Seu correspondente stalinista seria o CPGB (ML) de Harper Brar.
À esquerda deste campo, na política interna britânica, mas à
direita na questão imperialista, está toda a gama de grupos centristas pequenos
burgueses de origem trotskysta, a AWL, o Socialist Resistance, ligado ao Secretariado Unificado, mandelista, o SWP,
Workers Power (e o RCIT baseado na Áustria, ao qual Laurence [Humphries] se
juntou), o Socialist Party e o Socialist Appeal britânico (SA, corrente mãe da Esquerda Marxista do PT brasileiro), junto com os grupos
internacionais como o NPA francês e os morenistas latino americanos, que tomaram
uma espantosa posição pró-imperialista na Líbia e vão pelo mesmo caminho na
Síria e na Ucrânia. Eles sequer podem defender um duplo derrotismo, como seria
o caso de um conflito inter-imperialista aberto. É um agrupamento se movendo
constantemente ao social-chauvinismo de direita, mas há duas exceções que conhecemos.
As exceções são o Workers Party e o Socialist Appeal que adotaram posições
relativamente boas na Ucrânia após tomarem posicionamentos muito ruins sobre a Líbia e
Síria. O patrocínio do imperialismo anglo-americano a grupos abertamente
fascistas lhes chocou e lhes empurrou, de alguma forma, para a esquerda. Mas
eles continuam centristas e não trotskystas porque fracassam em defender a
derrota de sua própria classe dominante e a vitória de Donbass. Fracassaram em
celebrar a vitória das forças antiimperialistas em Debaltseve. Nesse campo se inclui o RCIT e pode ser chamado de "shachtmanista de esquerda", a
linha do "nem Washington nem Moscou, mas pela classe trabalhadora
mundial". Eles caracterizam a Rússia e a China como imperialistas e têm
uma visão pusilânime do conflito, conforme analisamos em nossos artigos sobre o
Workers Party [ 1 ] e a saída de Laurence Humphries do RCTI [ 2 ].

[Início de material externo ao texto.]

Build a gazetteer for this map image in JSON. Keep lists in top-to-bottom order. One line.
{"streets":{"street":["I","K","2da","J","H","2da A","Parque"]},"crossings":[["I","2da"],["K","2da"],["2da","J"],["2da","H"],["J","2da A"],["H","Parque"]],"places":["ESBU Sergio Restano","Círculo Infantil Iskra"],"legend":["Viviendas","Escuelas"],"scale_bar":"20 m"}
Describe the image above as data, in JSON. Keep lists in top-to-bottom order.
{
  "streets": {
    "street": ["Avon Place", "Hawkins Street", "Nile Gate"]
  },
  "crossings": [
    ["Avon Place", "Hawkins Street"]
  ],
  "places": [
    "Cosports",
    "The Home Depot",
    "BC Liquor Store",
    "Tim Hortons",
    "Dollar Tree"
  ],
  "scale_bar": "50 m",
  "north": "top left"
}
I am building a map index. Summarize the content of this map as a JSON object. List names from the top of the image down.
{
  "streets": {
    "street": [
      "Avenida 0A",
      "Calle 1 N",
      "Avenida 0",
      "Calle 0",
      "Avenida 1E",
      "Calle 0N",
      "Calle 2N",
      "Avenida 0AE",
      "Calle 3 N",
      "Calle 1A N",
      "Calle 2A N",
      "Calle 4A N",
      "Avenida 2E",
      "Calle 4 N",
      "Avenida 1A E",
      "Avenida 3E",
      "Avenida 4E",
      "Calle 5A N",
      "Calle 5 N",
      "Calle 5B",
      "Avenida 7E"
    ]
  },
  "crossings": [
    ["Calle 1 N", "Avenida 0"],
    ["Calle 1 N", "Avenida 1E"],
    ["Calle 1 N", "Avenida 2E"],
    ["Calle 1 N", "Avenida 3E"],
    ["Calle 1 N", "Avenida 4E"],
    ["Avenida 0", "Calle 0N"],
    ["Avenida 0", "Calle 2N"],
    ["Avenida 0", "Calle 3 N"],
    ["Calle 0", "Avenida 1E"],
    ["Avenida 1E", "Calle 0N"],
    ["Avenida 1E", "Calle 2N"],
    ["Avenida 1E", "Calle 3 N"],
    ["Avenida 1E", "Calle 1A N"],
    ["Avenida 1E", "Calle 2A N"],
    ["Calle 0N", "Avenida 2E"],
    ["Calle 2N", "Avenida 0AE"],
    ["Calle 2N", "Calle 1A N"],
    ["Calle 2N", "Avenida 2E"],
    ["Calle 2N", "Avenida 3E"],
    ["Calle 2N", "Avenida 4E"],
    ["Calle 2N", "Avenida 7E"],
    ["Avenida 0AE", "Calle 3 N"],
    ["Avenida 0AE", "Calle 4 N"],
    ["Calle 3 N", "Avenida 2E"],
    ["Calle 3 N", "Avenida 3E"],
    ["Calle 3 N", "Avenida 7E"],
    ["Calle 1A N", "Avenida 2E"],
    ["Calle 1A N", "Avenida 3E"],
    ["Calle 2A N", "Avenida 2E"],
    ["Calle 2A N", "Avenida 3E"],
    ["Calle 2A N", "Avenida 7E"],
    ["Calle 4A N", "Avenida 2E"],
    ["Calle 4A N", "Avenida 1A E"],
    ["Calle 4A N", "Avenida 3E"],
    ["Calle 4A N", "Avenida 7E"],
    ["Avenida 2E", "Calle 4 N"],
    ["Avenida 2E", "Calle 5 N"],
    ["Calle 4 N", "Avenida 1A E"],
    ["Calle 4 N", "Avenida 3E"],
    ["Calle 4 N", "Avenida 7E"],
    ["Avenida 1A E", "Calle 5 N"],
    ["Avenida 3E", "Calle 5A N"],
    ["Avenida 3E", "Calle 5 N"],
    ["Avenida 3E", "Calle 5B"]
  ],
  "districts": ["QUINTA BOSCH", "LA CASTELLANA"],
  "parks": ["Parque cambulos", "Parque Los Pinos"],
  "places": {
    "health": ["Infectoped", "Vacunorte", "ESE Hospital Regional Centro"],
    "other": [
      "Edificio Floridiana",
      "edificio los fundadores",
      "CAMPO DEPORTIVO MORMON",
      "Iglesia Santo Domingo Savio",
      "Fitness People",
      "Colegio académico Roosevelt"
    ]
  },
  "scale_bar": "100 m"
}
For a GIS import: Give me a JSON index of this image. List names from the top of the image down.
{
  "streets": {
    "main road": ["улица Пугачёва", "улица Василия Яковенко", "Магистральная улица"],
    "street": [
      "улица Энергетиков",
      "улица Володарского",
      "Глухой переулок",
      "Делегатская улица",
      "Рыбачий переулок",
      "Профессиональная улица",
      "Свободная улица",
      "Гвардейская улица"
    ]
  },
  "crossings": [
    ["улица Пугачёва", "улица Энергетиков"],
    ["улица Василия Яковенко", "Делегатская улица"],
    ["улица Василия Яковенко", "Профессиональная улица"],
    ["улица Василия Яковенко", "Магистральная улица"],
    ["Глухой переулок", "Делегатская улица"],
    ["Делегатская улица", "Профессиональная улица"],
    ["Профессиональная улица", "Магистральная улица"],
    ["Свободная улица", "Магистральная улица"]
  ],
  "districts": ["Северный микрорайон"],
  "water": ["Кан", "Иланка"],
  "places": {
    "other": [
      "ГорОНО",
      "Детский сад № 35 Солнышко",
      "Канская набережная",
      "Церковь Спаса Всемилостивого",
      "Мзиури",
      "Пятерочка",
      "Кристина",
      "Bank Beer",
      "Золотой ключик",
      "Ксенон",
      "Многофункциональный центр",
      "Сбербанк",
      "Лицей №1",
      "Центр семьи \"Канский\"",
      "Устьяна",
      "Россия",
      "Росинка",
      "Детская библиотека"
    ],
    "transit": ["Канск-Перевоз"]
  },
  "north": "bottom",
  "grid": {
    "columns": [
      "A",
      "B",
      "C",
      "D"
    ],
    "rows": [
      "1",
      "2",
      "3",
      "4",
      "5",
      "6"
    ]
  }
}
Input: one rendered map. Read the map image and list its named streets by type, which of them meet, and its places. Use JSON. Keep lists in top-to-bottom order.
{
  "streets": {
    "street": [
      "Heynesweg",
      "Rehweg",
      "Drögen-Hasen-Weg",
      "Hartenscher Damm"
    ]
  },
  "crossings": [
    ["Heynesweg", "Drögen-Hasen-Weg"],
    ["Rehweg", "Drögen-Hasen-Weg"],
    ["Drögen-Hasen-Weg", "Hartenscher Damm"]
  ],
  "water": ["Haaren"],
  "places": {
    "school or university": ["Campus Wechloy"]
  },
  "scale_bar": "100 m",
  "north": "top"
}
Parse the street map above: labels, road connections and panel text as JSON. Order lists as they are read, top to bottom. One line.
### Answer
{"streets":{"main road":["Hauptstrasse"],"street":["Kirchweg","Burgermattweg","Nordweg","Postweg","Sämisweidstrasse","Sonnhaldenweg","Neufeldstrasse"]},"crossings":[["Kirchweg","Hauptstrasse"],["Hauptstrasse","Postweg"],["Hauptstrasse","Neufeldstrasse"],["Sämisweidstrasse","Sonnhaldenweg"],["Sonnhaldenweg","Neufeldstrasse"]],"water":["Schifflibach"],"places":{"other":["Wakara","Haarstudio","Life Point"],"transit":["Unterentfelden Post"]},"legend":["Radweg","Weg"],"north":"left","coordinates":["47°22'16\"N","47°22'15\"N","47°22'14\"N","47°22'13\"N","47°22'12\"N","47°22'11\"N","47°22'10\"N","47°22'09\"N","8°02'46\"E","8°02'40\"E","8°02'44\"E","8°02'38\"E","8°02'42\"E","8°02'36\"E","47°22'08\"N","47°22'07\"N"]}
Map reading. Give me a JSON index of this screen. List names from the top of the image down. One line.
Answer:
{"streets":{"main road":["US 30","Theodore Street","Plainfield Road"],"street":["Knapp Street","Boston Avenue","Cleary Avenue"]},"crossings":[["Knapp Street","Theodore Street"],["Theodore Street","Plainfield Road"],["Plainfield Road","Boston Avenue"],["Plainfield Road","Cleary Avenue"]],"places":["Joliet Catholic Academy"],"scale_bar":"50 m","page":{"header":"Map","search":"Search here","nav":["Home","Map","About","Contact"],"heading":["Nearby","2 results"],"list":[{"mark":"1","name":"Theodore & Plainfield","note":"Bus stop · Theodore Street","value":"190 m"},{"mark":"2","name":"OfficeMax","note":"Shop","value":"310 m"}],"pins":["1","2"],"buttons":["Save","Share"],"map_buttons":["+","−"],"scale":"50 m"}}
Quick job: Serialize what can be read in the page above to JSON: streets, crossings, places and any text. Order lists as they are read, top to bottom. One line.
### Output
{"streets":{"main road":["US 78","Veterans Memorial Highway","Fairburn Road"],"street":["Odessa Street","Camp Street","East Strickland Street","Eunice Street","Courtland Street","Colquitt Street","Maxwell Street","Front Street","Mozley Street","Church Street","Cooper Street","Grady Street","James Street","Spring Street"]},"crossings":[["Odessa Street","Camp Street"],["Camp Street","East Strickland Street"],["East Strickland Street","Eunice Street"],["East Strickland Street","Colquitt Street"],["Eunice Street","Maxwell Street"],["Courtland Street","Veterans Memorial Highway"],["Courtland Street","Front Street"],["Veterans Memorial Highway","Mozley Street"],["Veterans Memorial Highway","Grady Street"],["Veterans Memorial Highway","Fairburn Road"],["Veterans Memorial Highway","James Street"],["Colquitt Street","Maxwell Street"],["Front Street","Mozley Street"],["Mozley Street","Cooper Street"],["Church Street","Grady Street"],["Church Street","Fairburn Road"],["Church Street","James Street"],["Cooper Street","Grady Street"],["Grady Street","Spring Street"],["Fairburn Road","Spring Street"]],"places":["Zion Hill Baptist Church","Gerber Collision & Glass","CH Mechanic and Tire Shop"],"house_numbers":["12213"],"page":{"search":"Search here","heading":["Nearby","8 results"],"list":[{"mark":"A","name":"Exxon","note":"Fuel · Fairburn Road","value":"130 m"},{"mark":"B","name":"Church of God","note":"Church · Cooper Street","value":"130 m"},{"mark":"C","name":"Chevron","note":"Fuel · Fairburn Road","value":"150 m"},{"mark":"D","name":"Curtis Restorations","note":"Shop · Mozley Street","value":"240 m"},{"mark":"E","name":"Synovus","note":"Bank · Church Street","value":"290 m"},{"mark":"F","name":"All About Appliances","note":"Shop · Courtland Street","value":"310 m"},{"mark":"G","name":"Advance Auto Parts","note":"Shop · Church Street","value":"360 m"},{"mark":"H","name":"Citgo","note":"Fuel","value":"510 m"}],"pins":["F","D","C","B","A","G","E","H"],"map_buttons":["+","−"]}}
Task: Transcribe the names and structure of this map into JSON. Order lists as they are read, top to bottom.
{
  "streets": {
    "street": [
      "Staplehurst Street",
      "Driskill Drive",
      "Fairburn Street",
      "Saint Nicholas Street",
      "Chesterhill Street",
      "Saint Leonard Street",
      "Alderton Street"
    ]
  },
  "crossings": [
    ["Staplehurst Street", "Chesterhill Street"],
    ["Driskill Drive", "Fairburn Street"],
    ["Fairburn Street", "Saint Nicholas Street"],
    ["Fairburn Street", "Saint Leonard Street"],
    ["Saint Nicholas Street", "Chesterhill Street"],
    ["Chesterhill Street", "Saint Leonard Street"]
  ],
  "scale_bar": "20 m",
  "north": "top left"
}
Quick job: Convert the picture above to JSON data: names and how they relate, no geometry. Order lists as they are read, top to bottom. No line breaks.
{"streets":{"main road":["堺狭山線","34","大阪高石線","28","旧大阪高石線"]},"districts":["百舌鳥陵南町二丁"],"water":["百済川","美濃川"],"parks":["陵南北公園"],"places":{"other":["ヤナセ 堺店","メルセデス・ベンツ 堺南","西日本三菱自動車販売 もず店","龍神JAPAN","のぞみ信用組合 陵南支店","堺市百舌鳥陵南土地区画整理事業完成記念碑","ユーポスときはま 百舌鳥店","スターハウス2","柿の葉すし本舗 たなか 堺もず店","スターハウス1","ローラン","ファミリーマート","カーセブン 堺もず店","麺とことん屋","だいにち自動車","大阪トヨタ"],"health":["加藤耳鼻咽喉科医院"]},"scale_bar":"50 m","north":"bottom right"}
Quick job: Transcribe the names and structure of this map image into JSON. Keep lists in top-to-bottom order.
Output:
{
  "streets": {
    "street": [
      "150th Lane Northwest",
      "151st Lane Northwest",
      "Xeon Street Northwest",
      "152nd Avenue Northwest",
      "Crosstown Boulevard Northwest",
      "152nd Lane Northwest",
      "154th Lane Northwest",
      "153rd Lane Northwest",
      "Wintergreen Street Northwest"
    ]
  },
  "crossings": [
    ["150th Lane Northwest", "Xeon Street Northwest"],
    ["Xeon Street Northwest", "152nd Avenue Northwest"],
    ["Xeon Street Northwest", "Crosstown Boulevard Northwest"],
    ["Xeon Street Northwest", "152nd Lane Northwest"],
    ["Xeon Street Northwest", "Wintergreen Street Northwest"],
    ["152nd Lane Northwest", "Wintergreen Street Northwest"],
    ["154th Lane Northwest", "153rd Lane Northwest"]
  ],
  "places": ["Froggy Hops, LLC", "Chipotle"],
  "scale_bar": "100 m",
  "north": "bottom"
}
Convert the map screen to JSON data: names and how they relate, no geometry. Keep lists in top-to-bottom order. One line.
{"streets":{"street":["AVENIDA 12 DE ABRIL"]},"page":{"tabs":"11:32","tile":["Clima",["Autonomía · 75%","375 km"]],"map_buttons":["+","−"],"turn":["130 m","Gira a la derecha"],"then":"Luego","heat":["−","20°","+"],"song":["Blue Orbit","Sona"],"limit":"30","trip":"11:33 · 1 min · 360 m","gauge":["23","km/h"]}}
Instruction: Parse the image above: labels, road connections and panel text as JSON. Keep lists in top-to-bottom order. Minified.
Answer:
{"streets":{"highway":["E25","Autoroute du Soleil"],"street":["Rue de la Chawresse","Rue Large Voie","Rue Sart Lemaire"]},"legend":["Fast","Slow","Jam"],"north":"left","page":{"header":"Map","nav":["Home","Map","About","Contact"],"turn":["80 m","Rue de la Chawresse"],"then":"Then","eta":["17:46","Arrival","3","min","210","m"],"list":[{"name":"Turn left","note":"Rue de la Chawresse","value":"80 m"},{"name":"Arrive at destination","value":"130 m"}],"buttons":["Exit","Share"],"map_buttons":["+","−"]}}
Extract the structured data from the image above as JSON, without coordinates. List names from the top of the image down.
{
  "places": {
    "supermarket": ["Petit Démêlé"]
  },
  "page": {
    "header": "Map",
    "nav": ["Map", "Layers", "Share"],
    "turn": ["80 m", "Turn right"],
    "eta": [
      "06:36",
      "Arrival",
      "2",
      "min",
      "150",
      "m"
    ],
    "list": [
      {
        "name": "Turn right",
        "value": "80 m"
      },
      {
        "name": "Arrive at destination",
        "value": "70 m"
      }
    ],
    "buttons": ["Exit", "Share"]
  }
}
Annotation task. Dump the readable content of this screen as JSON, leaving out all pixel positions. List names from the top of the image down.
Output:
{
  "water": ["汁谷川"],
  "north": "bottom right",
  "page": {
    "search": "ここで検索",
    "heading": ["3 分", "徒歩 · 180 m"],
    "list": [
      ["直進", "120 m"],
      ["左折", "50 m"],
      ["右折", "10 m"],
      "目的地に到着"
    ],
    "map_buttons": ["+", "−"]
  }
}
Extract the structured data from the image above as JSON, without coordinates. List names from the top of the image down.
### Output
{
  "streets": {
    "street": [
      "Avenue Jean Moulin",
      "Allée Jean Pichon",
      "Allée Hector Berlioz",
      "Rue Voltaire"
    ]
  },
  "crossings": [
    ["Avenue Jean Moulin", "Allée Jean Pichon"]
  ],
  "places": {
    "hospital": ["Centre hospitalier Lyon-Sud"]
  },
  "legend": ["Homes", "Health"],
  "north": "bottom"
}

Eles postulam uma classe trabalhadora pura, sindicalista, acima de nações e da História, nem pró-imperialista nem antiimperialista, e sim
"a classe trabalhadora independente". Tal entidade mítica do
shachtmanismo nunca existiu, nem poderia. Trabalhadores são pró-imperialistas, quando pertencem e defendem as nações imperialistas e antiimperialistas se pertencem e defendem nações semicoloniais. Assim, há os agentes e burocratas sindicais que são
agentes de segundo classe do Estado burguês, e partido operários burgueses que são
partidos capitalistas e imperialistas de segunda classe.
A tarefa do partido revolucionário é fazer com que a classe
desenvolva sua consciência, sempre embrionária, por exemplo através da
solidariedade com a Resistência Antifascista Ucraniana e esclarecendo os
aspectos do conflito
Nos campos do stalinismo e da stalinofobia. Percebemos três
tendências na reunião pública do New Communist Party (NCP) que ocorreu há algumas
semanas. O CPGB (marxista-leninista) que adota uma posição sobre a imigração próxima da posição do UKIP [o Partido de Independência do Reino Unido, um partido da direita britânica], e defende uma espécie de socialismo em um só país levado ao extremo. E como reflexo destas duas primeiras posições, o CPGB lançou uma nova publicação "provando" que Josef Stálin estava certo nos "Processos de Moscou" de 1936-9. Mas, por
outro lado, estão definitivamente a favor da derrota do imperialismo
angloamericano e da vitória de Donbass. Tanto eles quanto o NCP celebraram a
vitória em Debaltseve, sendo os únicos grupos políticos, além do Socialist Fight / Comitê
de Ligação para a Quarta Internacional, que fazem isso. Eles não militam no
movimento trabalhista britânico, tendo o tradicional desprezo maoísta pela
classe trabalhadora urbana como sendo simplesmente burguesa.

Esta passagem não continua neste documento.